(Saved entries)
══════════════════════════════
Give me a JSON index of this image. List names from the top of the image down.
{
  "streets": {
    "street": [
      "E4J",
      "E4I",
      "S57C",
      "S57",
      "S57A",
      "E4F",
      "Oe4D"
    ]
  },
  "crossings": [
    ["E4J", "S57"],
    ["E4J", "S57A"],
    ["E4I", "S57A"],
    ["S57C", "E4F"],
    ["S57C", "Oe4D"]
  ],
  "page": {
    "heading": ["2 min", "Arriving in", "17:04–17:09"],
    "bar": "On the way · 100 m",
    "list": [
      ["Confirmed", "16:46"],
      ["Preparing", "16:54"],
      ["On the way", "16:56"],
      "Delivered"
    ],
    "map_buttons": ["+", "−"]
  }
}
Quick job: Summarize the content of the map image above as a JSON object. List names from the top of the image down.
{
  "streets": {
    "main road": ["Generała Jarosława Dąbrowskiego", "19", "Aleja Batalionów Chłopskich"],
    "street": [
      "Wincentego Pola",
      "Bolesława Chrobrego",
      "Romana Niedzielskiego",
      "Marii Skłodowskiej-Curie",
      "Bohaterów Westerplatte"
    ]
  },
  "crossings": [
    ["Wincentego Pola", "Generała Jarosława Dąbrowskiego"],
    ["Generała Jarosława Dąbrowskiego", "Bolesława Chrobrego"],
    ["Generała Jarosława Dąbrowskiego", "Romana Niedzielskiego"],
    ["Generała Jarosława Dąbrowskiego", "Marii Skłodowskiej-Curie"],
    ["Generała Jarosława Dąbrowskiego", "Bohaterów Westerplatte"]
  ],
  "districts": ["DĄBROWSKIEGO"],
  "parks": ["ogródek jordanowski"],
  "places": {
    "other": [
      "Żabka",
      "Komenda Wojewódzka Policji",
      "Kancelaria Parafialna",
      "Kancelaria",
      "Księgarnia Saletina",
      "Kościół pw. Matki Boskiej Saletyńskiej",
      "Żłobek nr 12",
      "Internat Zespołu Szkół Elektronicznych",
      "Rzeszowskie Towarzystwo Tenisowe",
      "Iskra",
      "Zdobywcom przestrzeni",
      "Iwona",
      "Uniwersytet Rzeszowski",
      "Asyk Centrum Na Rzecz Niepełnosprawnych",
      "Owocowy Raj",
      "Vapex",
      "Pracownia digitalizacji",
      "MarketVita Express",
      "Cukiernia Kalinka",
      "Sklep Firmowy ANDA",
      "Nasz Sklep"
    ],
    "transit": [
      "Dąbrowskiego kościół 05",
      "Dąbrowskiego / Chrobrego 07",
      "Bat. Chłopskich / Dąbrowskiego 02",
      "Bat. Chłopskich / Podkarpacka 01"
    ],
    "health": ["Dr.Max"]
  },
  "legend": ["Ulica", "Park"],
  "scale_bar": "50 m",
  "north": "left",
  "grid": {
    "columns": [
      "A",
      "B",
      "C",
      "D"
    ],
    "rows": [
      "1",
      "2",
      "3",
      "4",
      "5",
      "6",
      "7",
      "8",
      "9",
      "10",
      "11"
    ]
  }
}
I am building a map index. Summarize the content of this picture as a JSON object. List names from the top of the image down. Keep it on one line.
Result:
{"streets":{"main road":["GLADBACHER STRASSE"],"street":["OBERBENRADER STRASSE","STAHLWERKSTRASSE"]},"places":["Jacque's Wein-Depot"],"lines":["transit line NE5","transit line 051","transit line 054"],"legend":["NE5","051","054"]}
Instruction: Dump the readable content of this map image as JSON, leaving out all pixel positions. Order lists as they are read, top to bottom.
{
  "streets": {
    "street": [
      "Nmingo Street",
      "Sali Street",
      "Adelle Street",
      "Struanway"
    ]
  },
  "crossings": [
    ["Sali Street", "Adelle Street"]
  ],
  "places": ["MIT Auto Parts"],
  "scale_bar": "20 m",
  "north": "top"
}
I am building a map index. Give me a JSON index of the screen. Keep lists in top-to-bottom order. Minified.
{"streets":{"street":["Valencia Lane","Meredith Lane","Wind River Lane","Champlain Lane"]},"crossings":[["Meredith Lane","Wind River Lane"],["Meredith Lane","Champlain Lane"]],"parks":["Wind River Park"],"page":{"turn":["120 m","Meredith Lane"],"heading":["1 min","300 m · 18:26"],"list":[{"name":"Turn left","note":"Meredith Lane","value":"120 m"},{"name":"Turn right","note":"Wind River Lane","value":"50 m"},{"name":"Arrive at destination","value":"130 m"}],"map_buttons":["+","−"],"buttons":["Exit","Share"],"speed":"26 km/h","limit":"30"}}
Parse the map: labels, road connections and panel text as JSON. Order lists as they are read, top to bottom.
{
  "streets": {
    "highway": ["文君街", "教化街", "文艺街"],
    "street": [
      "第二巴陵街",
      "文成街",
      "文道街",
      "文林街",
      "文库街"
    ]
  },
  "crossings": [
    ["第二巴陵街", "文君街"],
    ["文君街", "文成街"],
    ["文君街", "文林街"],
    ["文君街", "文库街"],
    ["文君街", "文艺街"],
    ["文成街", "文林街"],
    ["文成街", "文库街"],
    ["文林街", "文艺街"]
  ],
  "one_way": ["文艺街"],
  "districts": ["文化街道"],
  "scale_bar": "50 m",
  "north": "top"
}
══════════════════════════════
TASK DETAILS
Each line of the entries above that contains "down" is to be copied.

SOLVED PROBLEM
Give me a JSON index of this image. List names from the top of the image down.
Quick job: Summarize the content of the map image above as a JSON object. List names from the top of the image down.
I am building a map index. Summarize the content of this picture as a JSON object. List names from the top of the image down. Keep it on one line.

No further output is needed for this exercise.